Scones

(22)

Serve these sweet and crumbly scones for breakfast or use them instead of shortcake and top with sweetened strawberries and whipped cream.

Scones
Photo: Andy Lyons
Prep Time:
20 mins
Bake Time:
12 mins
Total Time:
32 mins
Servings:
12
Yield:
12 scones

Ingredients

  • 2 ½ cup all-purpose flour

  • 2 tablespoon sugar

  • 1 tablespoon baking powder

  • ¼ teaspoon salt

  • cup butter

  • 2 eggs, beaten

  • ¾ cup whipping cream

  • ½ cup dried currants or snipped raisins

  • Whipping Cream or milk

  • Sugar

Directions

  1. Preheat oven to 400 degrees F. In a large bowl combine flour, the 2 tablespoons sugar, the baking powder, and salt. Using a pastry blender, cut in butter until mixture resembles coarse crumbs. Make a well in center of flour mixture; set aside.

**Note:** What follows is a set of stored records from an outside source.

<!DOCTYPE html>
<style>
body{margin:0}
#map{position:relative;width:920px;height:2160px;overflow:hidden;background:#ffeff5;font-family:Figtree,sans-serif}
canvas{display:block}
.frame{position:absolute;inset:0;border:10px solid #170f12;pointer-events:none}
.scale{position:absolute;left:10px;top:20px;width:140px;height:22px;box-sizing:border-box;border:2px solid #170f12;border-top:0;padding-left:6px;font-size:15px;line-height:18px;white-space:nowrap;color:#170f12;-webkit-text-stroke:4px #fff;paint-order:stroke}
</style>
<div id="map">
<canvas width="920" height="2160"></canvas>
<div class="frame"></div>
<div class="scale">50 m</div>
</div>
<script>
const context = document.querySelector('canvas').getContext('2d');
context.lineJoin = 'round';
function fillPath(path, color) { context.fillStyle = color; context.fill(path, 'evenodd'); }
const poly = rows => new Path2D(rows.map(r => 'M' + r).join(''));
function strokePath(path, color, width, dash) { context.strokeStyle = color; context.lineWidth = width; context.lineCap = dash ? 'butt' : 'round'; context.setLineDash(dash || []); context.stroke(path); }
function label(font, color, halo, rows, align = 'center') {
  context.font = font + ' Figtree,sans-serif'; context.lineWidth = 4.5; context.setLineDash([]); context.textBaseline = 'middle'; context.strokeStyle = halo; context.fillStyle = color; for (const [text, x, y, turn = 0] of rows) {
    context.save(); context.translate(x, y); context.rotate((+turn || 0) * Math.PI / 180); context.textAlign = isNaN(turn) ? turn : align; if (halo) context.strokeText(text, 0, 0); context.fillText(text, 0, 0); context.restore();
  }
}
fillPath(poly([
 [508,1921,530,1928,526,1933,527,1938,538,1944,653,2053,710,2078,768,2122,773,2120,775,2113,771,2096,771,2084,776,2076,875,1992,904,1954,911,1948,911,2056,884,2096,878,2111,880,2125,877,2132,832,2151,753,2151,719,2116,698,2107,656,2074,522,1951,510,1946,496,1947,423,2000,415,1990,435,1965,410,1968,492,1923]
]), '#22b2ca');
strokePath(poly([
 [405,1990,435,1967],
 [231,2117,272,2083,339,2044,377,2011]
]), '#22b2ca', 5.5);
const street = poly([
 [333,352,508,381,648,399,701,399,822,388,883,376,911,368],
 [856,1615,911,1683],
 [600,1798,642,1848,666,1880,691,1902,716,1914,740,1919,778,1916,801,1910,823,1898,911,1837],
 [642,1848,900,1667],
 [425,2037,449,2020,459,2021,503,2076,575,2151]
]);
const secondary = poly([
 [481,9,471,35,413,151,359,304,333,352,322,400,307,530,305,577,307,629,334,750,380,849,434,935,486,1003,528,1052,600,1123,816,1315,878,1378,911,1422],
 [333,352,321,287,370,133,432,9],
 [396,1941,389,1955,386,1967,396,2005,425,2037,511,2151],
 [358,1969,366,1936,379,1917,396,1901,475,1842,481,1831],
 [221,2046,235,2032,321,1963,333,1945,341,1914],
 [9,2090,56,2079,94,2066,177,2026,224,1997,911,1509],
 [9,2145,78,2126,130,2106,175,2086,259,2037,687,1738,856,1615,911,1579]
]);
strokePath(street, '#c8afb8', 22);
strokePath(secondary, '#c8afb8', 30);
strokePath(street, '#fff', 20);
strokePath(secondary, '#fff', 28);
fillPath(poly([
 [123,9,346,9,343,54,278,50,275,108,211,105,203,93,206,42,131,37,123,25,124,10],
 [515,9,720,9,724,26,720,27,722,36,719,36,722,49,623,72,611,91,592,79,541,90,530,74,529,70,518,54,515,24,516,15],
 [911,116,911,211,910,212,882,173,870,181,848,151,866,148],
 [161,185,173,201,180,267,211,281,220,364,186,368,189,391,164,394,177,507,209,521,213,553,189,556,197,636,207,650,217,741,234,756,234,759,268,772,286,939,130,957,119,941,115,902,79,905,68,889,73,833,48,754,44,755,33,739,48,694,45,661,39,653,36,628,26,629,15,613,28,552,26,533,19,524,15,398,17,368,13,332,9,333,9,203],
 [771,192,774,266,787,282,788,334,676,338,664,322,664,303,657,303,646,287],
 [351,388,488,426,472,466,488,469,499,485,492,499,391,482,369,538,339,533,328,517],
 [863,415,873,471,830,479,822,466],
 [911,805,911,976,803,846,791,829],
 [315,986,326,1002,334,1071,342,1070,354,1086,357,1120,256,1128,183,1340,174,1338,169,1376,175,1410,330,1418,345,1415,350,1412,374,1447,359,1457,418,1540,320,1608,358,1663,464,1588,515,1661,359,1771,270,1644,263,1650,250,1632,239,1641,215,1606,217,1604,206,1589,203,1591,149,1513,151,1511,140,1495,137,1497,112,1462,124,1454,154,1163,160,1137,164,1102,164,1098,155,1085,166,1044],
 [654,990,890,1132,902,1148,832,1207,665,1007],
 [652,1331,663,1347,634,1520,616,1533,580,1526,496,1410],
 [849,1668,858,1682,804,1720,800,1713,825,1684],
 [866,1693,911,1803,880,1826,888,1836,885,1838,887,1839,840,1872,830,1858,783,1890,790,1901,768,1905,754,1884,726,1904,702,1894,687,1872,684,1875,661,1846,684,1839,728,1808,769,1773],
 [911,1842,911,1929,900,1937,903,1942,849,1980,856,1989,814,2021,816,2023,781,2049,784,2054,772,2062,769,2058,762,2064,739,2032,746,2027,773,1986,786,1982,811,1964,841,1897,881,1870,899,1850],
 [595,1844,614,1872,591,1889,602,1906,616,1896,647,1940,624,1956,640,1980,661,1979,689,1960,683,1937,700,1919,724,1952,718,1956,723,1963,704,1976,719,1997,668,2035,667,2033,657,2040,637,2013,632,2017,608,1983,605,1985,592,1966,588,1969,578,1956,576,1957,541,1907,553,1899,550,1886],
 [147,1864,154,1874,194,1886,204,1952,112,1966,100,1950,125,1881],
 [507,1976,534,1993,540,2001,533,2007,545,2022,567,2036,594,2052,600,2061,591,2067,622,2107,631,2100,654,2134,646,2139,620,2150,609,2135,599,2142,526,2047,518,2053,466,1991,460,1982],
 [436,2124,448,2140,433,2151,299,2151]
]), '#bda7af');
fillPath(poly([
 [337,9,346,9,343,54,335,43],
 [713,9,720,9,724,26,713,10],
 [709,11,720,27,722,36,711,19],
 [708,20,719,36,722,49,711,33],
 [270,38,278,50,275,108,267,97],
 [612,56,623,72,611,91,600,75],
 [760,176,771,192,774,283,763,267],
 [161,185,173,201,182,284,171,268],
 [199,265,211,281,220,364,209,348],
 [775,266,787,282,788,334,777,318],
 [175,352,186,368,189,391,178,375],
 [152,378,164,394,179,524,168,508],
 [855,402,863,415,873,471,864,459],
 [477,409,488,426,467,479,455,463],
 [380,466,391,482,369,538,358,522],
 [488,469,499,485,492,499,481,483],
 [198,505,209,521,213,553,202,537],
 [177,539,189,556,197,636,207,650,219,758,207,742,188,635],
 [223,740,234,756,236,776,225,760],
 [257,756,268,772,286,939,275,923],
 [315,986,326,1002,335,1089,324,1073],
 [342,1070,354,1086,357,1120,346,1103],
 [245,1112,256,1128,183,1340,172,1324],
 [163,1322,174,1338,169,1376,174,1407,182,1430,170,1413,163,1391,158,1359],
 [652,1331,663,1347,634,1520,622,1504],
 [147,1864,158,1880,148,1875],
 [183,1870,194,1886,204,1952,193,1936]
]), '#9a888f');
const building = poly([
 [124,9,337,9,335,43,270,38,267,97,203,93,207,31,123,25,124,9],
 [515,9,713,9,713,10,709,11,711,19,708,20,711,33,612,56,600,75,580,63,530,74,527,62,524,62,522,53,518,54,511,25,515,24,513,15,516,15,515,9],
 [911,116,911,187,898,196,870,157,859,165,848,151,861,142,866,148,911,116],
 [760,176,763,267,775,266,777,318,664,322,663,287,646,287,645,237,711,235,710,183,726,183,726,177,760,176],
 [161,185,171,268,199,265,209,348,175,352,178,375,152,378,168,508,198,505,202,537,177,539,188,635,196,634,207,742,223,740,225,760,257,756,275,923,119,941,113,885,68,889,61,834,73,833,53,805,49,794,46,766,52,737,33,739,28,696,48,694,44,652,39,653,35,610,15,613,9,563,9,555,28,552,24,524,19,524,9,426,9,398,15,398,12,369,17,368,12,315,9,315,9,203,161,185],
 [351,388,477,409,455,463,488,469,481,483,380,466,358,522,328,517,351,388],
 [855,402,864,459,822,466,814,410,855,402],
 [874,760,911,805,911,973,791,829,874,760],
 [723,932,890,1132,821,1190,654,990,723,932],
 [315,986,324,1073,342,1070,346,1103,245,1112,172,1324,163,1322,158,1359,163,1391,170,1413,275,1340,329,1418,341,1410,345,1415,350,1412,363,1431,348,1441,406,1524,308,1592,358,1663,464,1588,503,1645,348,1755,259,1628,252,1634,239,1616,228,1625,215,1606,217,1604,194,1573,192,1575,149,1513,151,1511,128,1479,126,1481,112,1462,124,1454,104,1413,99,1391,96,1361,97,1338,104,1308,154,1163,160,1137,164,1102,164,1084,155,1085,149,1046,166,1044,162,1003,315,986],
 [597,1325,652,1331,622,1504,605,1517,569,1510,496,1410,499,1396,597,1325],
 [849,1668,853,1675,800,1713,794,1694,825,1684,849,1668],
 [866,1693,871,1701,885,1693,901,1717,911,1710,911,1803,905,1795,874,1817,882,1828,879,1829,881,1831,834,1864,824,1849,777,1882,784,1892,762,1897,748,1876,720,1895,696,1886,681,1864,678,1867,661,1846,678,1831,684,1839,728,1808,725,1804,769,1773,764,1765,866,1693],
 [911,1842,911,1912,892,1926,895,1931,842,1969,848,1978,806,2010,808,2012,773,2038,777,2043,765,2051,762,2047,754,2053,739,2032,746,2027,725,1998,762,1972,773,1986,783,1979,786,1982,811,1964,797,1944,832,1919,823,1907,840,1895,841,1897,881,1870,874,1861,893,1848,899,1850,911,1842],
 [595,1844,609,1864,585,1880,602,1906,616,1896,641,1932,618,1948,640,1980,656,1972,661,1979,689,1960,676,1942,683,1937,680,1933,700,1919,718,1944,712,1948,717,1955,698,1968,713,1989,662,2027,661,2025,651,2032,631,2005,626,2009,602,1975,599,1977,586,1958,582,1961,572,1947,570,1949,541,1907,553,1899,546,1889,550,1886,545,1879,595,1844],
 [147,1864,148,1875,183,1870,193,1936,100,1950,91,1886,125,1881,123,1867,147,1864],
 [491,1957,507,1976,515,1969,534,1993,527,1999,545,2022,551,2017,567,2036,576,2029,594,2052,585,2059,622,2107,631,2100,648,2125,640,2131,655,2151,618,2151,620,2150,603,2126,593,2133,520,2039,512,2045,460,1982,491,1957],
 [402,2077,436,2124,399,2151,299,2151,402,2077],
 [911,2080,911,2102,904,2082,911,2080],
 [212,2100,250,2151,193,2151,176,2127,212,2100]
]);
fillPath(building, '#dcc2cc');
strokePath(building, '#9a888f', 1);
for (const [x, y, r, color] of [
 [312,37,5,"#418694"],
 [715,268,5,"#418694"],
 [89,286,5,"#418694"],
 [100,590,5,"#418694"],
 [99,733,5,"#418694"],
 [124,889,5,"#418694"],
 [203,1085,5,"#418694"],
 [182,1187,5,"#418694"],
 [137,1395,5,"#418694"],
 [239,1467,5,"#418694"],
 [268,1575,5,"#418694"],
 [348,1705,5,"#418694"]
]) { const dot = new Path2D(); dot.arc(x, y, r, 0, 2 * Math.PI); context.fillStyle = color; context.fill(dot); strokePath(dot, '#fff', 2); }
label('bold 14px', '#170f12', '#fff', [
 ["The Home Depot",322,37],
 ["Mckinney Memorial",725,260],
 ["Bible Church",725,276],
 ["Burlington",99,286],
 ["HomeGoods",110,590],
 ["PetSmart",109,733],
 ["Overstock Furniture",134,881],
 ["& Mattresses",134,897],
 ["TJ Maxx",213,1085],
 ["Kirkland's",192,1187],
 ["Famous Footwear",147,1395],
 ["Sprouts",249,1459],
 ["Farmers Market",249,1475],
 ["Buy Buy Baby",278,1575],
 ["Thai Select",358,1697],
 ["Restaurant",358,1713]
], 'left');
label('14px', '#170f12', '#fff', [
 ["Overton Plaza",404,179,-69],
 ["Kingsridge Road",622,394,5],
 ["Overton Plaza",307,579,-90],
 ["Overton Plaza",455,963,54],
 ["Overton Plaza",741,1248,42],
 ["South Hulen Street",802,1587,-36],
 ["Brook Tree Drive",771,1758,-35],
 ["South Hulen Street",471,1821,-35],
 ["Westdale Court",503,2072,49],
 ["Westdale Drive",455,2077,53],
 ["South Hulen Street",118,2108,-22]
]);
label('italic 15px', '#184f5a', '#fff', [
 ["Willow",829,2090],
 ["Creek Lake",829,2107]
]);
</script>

  2. In a medium bowl combine eggs, 3/4 cup whipping cream, and currants. Add egg mixture all at once to flour mixture. Using a fork, stir just until moistened.

  3. Turn dough out onto a lightly floured surface. Knead dough by folding and gently pressing dough for 10 to 12 strokes or until dough is nearly smooth. Divide dough in half. Pat or lightly roll half of the dough into a 6-inch circle. Cut into 6 wedges. Repeat with remaining dough.

  4. Place scones 2 inches apart on an ungreased or parchment-lined baking sheet. Brush scones with whipping cream or milk and sprinkle with additional sugar. Bake for 12 to 14 minutes or until golden. Remove scones from baking sheet; serve warm.

  5. Makes 12 scones.

Orange Scones:

Prepare as above, except omit the currants or raisins and stir in 1-1/2 teaspoons finely shredded orange peel with the egg mixture. For icing, combine 1 cup powdered sugar, 1 tablespoon orange juice, and 1/4 teaspoon vanilla; stir in additional orange juice, 1 teaspoon at a time, to make drizzling consistency. Drizzle over scones.

Cherry Scones:

Prepare as above, except omit the currants or raisins. In a small bowl pour enough boiling water over 1/2 cup snipped dried tart cherries to cover. Let stand for 5 minutes; drain well. Stir drained cherries and 1/4 teaspoon almond extract in with the egg mixture.

Nutrition Facts (per serving)

229 Calories
12g Fat
26g Carbs
4g Protein
Nutrition Facts
Servings Per Recipe 12
Calories 229
% Daily Value *
Total Fat 12g 15%
Saturated Fat 7g 35%
Cholesterol 71mg 24%
Sodium 165mg 7%
Total Carbohydrate 26g 9%
Total Sugars 7g
Protein 4g
Vitamin C 0.6mg 3%
Calcium 50.5mg 4%
Iron 1.4mg 8%
Potassium 104mg 2%
Folate, total 48.4mcg
Vitamin B-12 0.1mcg

*The % Daily Value (DV) tells you how much a nutrient in a food serving contributes to a daily diet. 2,000 calories a day is used for general nutrition advice.